Eine Ausnahmeliste für den Landkreis Esslingen liegt beim VVS zwar vor, ist jedoch laut Pressesprecher Wilfried Vilz nicht zur Veröffentlichung bestimmt. Allenfalls auf konkrete Nachfrage zu einzelnen Verbindungen ist von Vilz eine Auskunft zu erhalten. Dies ergibt beispielsweise Ausnahmeregelungen für die Linien 142 und 144 zwischen Plochingen und Reichenbach. Auch verweist Vilz darauf, dass von einzelnen Linien nicht bediente, aber wegen anderer auf der gleichen Strecke verkehrenden Linien vorhandene Haltestellen mitgezählt werden sollen. "Es wird nur ganz wenige Ausnahmen geben", betont er jedoch, sodass sich die Suche nach attraktiven Verbindungen für Schnäppchenfahrer durchaus lohnt. Wenn auch mit vorherigem Blick auf die Haltestellentafel, der im Gegensatz zu früher eigentlich entfallen sollte.

Die Kurzstrecke lohnt auch als Anschlussfahrschein. Ein Beispiel: Wer eine Monatskarte für Zone 61 (Kirchheim) hat, kann damit bis nach Dettingen, Haltestelle Goldmorgen, fahren. Löst er beim Einstieg in den Bus zusätzlich einen Kurzstreckenfahrschein, bringt ihn dieser zu sämtlichen Haltestellen in Owen nach alter Regelung wäre hierfür ein Preis von 1,80 Euro fällig. Erst eine Fahrt von Dettingen bis Brucken oder Lenningen kostet künftig so viel.

Kinderermäßigung gibt es beim Kurzstreckenticket allerdings keine. Für die Fahrt in nur einer einzigen Zone ist daher der Kinderfahrschein für 95 Cent etwas besser, berührt die Strecke mit drei Haltestellen jedoch zwei Zonen, ist wiederum die Kurzstrecke für Erwachsene mit einem Euro billiger als der Zwei-Zonen-Kinderfahrschein zu 1,15 Euro.

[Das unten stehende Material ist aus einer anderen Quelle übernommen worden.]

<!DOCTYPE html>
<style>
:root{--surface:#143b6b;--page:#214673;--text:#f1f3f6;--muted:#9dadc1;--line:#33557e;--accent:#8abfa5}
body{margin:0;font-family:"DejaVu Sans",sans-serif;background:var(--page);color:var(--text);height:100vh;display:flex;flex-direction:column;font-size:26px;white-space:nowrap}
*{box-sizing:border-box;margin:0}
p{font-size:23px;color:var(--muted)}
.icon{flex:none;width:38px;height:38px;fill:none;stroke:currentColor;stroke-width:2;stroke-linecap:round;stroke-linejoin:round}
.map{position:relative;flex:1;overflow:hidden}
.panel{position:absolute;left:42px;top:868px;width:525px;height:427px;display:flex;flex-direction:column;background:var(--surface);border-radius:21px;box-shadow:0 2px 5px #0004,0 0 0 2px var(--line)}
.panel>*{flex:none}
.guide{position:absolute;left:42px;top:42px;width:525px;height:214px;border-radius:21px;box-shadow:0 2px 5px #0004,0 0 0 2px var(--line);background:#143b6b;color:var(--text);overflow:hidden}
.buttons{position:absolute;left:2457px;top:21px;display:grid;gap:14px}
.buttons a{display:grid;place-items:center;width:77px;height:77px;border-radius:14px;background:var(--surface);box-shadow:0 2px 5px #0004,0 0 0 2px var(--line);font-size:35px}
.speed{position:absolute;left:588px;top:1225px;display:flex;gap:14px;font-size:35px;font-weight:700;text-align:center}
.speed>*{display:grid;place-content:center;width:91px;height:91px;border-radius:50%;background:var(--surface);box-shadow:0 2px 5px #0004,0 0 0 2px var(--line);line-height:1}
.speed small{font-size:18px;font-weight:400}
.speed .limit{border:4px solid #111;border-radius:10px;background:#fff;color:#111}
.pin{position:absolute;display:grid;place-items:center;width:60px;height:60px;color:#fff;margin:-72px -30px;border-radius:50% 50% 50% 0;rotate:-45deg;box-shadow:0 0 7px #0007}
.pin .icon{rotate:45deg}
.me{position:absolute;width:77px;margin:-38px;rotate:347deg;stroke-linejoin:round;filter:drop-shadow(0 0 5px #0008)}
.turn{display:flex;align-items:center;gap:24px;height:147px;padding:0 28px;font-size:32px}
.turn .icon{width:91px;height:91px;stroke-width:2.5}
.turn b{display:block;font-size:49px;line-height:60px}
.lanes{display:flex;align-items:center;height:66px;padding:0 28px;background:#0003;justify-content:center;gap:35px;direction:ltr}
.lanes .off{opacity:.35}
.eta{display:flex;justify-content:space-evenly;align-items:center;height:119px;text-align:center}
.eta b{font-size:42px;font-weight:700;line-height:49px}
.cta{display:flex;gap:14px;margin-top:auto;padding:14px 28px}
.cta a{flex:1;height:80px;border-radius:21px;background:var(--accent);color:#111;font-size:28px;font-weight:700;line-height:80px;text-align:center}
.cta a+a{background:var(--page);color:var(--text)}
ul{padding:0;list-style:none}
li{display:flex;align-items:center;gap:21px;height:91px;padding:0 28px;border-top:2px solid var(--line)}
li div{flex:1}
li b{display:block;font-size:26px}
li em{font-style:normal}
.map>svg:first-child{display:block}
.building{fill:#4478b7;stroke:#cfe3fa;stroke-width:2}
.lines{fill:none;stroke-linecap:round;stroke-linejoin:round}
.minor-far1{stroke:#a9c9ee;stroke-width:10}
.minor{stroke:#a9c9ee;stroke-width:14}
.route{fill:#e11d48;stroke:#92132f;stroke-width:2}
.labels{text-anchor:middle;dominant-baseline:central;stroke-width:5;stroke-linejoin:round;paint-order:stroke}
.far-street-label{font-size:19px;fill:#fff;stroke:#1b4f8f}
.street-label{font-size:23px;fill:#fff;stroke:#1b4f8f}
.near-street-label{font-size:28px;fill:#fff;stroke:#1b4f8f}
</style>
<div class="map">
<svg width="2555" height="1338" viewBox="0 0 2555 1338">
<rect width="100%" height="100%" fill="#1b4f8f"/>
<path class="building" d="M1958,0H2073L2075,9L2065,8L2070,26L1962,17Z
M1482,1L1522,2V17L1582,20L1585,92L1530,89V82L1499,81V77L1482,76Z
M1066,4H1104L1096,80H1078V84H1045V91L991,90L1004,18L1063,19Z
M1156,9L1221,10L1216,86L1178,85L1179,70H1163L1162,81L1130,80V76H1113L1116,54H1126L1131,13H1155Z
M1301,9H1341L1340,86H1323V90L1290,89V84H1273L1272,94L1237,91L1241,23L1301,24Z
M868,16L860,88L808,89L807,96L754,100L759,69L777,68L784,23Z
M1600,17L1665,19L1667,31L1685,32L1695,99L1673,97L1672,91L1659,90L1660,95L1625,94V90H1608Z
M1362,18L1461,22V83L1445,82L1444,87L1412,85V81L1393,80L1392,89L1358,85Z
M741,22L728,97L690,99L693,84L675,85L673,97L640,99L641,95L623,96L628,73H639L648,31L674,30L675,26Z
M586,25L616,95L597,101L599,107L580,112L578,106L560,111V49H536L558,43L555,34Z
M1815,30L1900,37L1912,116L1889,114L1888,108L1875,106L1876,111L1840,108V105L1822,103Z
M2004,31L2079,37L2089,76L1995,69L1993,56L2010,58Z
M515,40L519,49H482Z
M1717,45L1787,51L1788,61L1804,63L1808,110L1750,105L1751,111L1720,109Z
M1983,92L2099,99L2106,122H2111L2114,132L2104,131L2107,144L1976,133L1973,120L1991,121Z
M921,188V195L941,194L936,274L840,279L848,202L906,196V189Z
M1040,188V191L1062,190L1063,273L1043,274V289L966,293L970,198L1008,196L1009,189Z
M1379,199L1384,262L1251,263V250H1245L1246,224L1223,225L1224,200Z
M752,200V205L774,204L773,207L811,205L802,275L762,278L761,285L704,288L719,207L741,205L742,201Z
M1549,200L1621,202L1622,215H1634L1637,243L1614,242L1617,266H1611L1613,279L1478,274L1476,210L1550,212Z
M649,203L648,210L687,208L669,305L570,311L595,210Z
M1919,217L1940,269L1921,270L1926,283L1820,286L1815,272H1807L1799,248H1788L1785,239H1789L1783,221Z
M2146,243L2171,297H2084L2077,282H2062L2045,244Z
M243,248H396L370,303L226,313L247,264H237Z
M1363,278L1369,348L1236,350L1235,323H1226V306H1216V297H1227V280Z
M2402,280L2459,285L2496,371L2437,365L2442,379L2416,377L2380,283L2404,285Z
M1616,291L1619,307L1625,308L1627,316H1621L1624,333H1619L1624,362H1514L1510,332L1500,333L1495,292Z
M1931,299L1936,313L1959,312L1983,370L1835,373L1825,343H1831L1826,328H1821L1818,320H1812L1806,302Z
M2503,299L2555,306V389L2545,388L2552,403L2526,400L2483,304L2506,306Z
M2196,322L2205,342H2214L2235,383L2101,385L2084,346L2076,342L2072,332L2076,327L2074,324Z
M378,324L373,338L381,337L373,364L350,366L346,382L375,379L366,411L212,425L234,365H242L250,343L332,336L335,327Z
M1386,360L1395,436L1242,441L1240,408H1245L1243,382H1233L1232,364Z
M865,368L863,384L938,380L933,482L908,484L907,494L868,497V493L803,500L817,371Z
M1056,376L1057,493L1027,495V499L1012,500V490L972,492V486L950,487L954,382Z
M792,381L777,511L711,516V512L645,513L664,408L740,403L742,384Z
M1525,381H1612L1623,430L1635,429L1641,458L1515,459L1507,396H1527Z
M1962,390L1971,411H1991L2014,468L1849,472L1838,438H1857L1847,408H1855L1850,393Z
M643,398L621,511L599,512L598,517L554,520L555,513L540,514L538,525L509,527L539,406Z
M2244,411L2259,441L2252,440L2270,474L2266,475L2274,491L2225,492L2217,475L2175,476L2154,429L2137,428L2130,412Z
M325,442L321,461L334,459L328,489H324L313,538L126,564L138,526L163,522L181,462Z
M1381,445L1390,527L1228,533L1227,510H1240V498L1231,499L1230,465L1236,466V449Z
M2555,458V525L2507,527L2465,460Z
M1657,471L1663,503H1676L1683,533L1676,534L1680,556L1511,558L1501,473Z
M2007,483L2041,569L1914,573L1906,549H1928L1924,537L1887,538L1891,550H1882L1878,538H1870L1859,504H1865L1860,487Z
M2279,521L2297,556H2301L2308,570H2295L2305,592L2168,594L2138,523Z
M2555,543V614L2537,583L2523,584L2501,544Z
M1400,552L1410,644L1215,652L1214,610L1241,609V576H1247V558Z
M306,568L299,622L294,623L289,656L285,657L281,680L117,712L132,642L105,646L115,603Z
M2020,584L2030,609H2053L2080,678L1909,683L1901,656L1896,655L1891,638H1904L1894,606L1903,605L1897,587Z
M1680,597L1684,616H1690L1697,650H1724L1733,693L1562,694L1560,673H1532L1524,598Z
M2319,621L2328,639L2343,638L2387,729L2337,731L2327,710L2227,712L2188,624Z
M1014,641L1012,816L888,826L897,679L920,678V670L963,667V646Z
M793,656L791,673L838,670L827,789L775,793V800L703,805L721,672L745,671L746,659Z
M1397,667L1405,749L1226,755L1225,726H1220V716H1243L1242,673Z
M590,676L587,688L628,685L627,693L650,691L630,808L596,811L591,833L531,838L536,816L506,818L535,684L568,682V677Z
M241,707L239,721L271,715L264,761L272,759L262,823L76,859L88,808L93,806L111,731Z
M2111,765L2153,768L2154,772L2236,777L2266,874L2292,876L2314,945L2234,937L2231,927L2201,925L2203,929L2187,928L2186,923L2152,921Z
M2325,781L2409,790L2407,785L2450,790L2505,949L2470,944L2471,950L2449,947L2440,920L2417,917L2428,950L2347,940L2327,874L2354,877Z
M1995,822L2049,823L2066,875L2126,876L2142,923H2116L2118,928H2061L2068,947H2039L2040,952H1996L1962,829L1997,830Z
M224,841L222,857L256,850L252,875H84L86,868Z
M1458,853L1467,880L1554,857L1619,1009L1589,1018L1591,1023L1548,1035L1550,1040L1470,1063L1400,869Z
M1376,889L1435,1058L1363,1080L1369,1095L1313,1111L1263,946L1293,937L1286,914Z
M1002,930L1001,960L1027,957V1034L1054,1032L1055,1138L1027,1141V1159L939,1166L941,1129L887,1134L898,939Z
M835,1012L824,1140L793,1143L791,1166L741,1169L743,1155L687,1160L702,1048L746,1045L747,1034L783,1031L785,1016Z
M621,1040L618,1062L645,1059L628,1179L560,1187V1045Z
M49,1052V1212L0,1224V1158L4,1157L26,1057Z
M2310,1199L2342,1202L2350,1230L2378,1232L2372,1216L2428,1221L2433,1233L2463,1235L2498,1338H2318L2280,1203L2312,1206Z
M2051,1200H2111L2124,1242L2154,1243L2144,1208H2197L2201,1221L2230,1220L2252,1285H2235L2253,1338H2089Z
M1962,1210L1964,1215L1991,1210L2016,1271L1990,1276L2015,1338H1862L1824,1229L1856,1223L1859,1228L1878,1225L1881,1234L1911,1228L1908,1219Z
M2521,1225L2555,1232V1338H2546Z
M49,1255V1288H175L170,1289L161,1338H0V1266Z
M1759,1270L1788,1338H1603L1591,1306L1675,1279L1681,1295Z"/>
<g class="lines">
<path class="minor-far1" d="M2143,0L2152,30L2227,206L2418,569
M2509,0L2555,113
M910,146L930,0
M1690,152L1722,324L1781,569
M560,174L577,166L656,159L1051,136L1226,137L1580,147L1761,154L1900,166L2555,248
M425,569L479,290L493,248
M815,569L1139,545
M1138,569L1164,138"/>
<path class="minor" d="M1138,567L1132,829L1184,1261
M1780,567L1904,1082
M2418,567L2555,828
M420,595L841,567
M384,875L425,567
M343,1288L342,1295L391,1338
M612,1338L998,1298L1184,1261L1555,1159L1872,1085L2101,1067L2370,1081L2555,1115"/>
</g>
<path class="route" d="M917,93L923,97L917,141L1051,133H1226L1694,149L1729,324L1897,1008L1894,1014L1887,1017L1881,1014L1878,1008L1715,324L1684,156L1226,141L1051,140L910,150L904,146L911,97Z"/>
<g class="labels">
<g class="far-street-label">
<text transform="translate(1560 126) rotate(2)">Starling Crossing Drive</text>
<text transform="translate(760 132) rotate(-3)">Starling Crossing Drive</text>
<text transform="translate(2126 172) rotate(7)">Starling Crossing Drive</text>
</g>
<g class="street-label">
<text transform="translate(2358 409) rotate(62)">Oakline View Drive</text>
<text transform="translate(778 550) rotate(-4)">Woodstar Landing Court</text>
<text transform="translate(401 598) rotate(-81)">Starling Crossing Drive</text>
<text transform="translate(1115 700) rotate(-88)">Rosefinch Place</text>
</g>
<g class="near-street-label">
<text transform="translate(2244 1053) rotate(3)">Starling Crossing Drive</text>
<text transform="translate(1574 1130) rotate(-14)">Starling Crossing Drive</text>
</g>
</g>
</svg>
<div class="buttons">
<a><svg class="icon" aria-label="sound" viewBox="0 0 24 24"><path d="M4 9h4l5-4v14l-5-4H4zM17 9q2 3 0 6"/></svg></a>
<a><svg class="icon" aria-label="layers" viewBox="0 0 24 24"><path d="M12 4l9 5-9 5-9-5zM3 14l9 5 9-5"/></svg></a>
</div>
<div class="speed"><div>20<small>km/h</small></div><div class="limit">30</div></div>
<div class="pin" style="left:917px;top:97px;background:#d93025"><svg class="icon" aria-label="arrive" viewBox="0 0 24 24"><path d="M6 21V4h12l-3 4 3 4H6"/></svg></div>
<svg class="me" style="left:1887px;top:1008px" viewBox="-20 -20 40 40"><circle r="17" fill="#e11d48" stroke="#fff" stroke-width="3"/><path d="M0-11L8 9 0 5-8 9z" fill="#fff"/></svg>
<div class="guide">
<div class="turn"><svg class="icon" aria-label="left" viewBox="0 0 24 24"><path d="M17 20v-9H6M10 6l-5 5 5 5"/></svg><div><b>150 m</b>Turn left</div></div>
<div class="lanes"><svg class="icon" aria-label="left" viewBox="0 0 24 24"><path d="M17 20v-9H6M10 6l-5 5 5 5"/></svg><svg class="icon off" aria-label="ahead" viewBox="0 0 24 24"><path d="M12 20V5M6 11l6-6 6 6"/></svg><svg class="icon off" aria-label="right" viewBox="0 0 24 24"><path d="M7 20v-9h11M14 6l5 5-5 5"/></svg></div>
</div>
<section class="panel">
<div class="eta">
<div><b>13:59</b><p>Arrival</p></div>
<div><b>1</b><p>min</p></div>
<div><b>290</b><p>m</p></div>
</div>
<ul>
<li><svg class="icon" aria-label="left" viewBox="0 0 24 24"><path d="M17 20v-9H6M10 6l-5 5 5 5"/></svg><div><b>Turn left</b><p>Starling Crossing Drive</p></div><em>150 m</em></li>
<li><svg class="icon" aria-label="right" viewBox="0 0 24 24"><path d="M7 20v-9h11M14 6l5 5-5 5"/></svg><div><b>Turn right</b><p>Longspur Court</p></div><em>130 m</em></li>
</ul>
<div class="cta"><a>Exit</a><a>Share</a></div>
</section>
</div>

Bleibt die Frage, was die Kontrolleure mit einem Fahrgast machen, der sich auf das Tarifheft verlassen hat und nichts von den Ausnahmen wusste, daher auch nicht am Haltestellenfahrplan danach gesucht hat. Wollte er seinen Fahrschein zuvor beim Busfahrer lösen, mag ihn dieser vielleicht auf die Ausnahme auf seiner Linie hingewiesen haben aber was ist mit dem stummen Fahrkartenautomaten, der nicht weiß, wohin es mit dem per Druck auf die Kurzstreckentaste gelösten Ein-Euro-Ticket gehen soll?